Which hashing function to use?

J

January Weiner

Hello,

I need to use a hashing function for relatively short strings (roughly 16
characters or less). The data that needs to be accessed via hash is just a
simple int. I just need to look up values in two dimensional matrices each
time that I encounter a pair of these strings.

I would like to keep the code as simple and standard as
possible, but at the same time to have a reasonable performance.

While looking through the docs on my system I found a few different
implementations:
- hsearch from <search.h>
- tsearch from <search.h>
- bsearch from <stdlib.h>

Which one would you recommend? Or maybe something completly different?
Right now I just use Perl to do the hashing :) this is nice, but I would
love to have a small, efficient, ANSI C program.

Regards,

January
 
U

user923005

Hello,

I need to use a hashing function for relatively short strings (roughly 16
characters or less). The data that needs to be accessed via hash is just a
simple int. I just need to look up values in two dimensional matrices each
time that I encounter a pair of these strings.

I would like to keep the code as simple and standard as
possible, but at the same time to have a reasonable performance.

While looking through the docs on my system I found a few different
implementations:
- hsearch from <search.h>
- tsearch from <search.h>
- bsearch from <stdlib.h>

Which one would you recommend? Or maybe something completly different?
Right now I just use Perl to do the hashing :) this is nice, but I would
love to have a small, efficient, ANSI C program.

Your post is more topical in {follow-ups set}.

I do not think that your problem has an answer yet. It will depend on
lots of things.
For instance, are the strings a static set that never changes? If so,
then a perfect hash is your choice.
There are string searching algorithms faster than a hash table (See
Sedgewick).

Do you need to preserve the data (e.g in a key/value pair set on
disk)?

"I need a hash, which should I use?" is such an open question that any
simple answer will probably be lacking.
 
C

CBFalconer

January said:
I need to use a hashing function for relatively short strings
(roughly 16 characters or less).
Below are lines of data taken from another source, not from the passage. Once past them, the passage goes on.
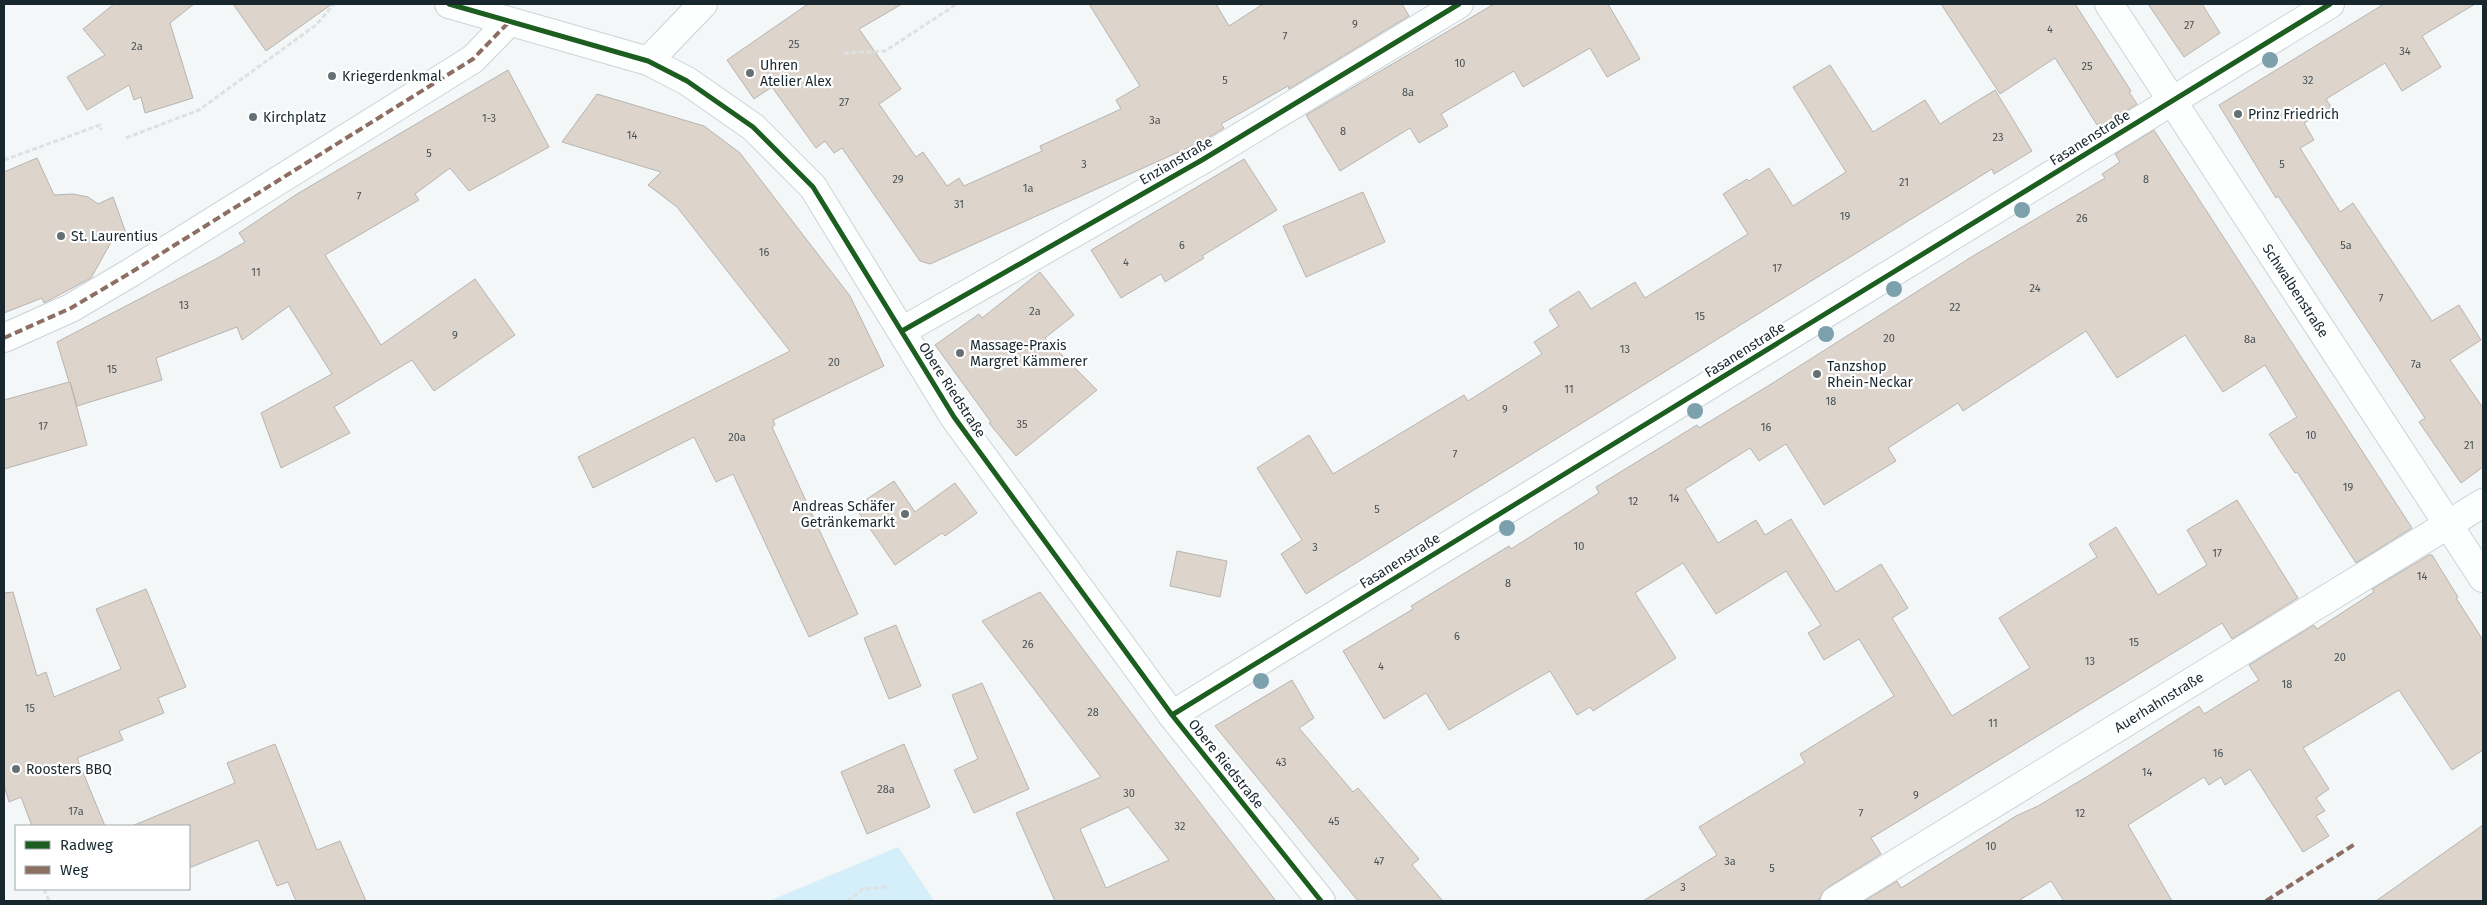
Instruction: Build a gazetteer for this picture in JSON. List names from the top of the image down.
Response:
{
  "streets": {
    "street": [
      "Fasanenstraße",
      "Enzianstraße",
      "Schwalbenstraße",
      "Obere Riedstraße",
      "Auerhahnstraße"
    ]
  },
  "crossings": [
    ["Fasanenstraße", "Schwalbenstraße"],
    ["Fasanenstraße", "Obere Riedstraße"],
    ["Enzianstraße", "Obere Riedstraße"],
    ["Schwalbenstraße", "Auerhahnstraße"]
  ],
  "places": [
    "Uhren Atelier Alex",
    "Kriegerdenkmal",
    "Prinz Friedrich",
    "Kirchplatz",
    "St. Laurentius",
    "Massage-Praxis Margret Kämmerer",
    "Tanzshop Rhein-Neckar",
    "Andreas Schäfer Getränkemarkt",
    "Roosters BBQ"
  ],
  "house_numbers": [
    "9",
    "27",
    "4",
    "7",
    "25",
    "2a",
    "34",
    "10",
    "25",
    "5",
    "32",
    "8a",
    "27",
    "1-3",
    "3a",
    "8",
    "14",
    "23",
    "5",
    "3",
    "5",
    "29",
    "8",
    "21",
    "1a",
    "7",
    "31",
    "19",
    "26",
    "6",
    "5a",
    "16",
    "4",
    "17",
    "11",
    "24",
    "7",
    "13",
    "22",
    "2a",
    "15",
    "9",
    "20",
    "8a",
    "13",
    "20",
    "7a",
    "15",
    "11",
    "18",
    "9",
    "35",
    "17",
    "16",
    "10",
    "20a",
    "21",
    "7",
    "19",
    "14",
    "12",
    "5",
    "10",
    "3",
    "17",
    "14",
    "8",
    "6",
    "15",
    "26",
    "20",
    "13",
    "4",
    "18",
    "15",
    "28",
    "11",
    "16",
    "43",
    "14",
    "28a",
    "30",
    "9",
    "17a",
    "7",
    "12",
    "45",
    "32",
    "10",
    "47",
    "3a",
    "5",
    "3"
  ],
  "legend": ["Radweg", "Weg"]
}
The data that needs to be
accessed via hash is just a simple int. I just need to look up
values in two dimensional matrices each time that I encounter a
pair of these strings.

I would like to keep the code as simple and standard as
possible, but at the same time to have a reasonable performance.

While looking through the docs on my system I found a few
different implementations:
- hsearch from <search.h>
- tsearch from <search.h>
- bsearch from <stdlib.h>

Which one would you recommend? Or maybe something completly
different? Right now I just use Perl to do the hashing :) this
is nice, but I would love to have a small, efficient, ANSI C
program.

There are a couple of very simple, but efficient, string hashing
routines available (in source form) in hashlib.zip. Although
hashlib is copyright and released under GPL, those functions are
pretty common knowledge and there will be no objections to
including them in anything else. You can find hashlib.zip at:

<http://cbfalconer.home.att.net/download/>
 
J

January Weiner

user923005 said:
Your post is more topical in news:comp.programming {follow-ups set}.
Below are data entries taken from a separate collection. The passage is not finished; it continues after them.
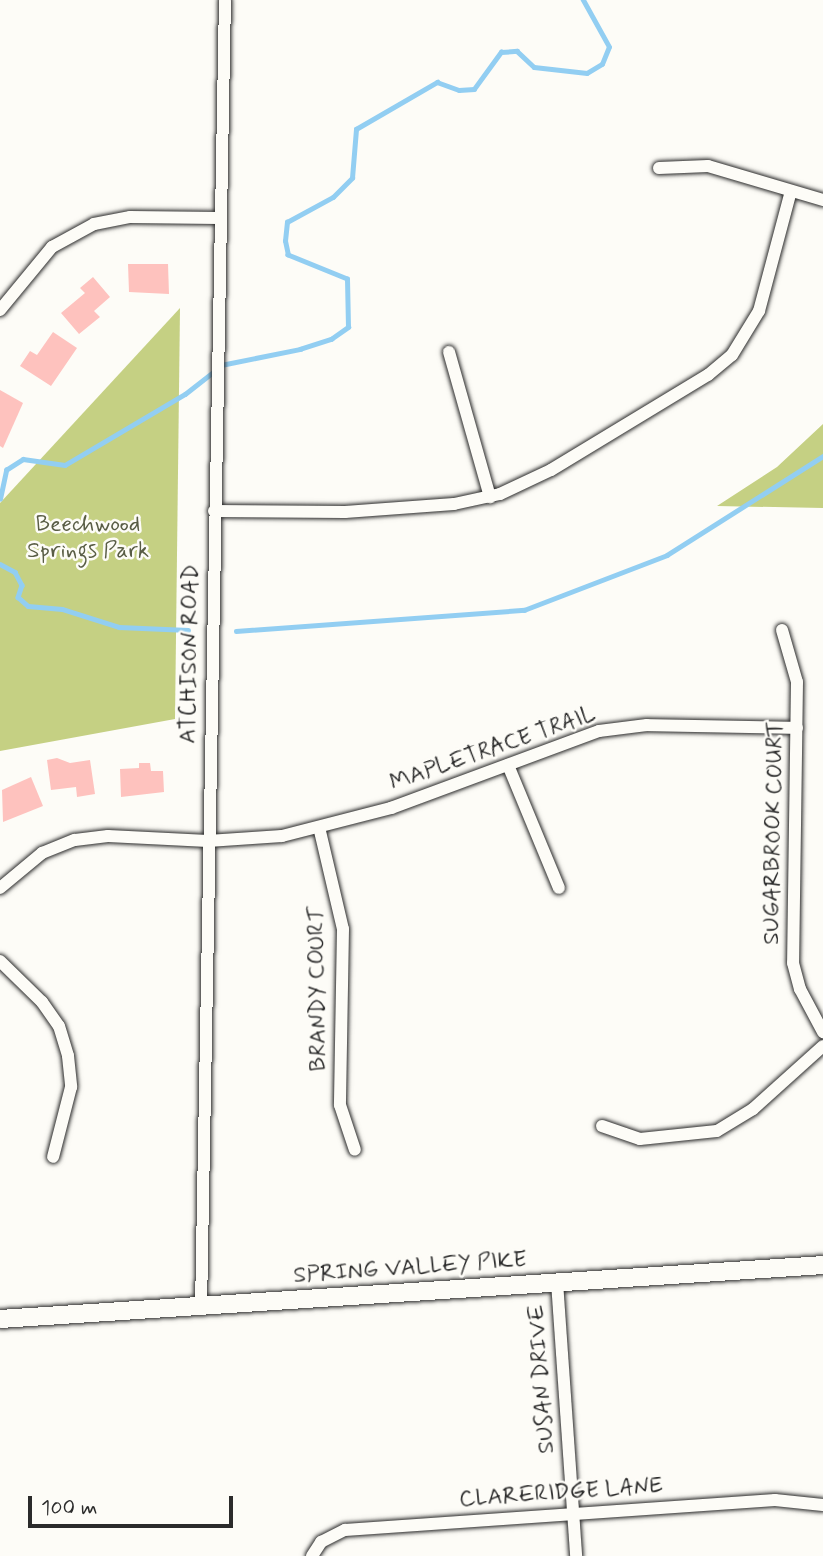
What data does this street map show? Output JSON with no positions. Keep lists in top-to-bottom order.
{
  "streets": {
    "street": [
      "ATCHISON ROAD",
      "MAPLETRACE TRAIL",
      "SUGARBROOK COURT",
      "BRANDY COURT",
      "SPRING VALLEY PIKE",
      "SUSAN DRIVE",
      "CLARERIDGE LANE"
    ]
  },
  "crossings": [
    ["ATCHISON ROAD", "MAPLETRACE TRAIL"],
    ["ATCHISON ROAD", "SPRING VALLEY PIKE"],
    ["MAPLETRACE TRAIL", "SUGARBROOK COURT"],
    ["MAPLETRACE TRAIL", "BRANDY COURT"],
    ["SPRING VALLEY PIKE", "SUSAN DRIVE"],
    ["SUSAN DRIVE", "CLARERIDGE LANE"]
  ],
  "parks": ["Beechwood Springs Park"],
  "scale_bar": "100 m"
}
Well, it is not. Not 100%. The reason being that I am looking for
something that is part of the C standard and that is simple to use in C.
What do you think happens when I ask a question like that in
comp.programming? Some wise guy will set the Followup-To to comp.lang.c
:p, that's what would happen. Finally, the reason is that I am not a
computer scientist and need, hm, very practical advice. Practical advice
is something that I always got plenty on comp.lang.c :) Note that you will
find a discussion on different hashing algorithms in the FAQ of this group
-- however, I do not fully understand it (otherwise I would not be asking
the questions).
I do not think that your problem has an answer yet. It will depend on
lots of things.
For instance, are the strings a static set that never changes? If so,
then a perfect hash is your choice.
There are string searching algorithms faster than a hash table (See
Sedgewick).

OK, as I am not a computer scientist, I will try to look it up somewhere.
Meanwhile, which of that is a part of standard C libraries?
Do you need to preserve the data (e.g in a key/value pair set on
disk)?

Nope, I would go for DBM or SQL if I needed that.
"I need a hash, which should I use?" is such an open question that any
simple answer will probably be lacking.

"I need a hash, which of the ones in the standard C libraries should I use"
is a more specific question, is it not?

Kind regards,

January
 
K

Keith Thompson

January said:
user923005 said:
Your post is more topical in news:comp.programming {follow-ups set}. [...]
"I need a hash, which should I use?" is such an open question that any
simple answer will probably be lacking.

"I need a hash, which of the ones in the standard C libraries should I use"
is a more specific question, is it not?

Yes, it is. And the answer is, there are no hash functions in the
standard C library.
 
R

Richard Heathfield

Keith Thompson said:
January said:
user923005 said:
Your post is more topical in news:comp.programming {follow-ups set}. [...]
"I need a hash, which should I use?" is such an open question that any
simple answer will probably be lacking.

"I need a hash, which of the ones in the standard C libraries should I
use" is a more specific question, is it not?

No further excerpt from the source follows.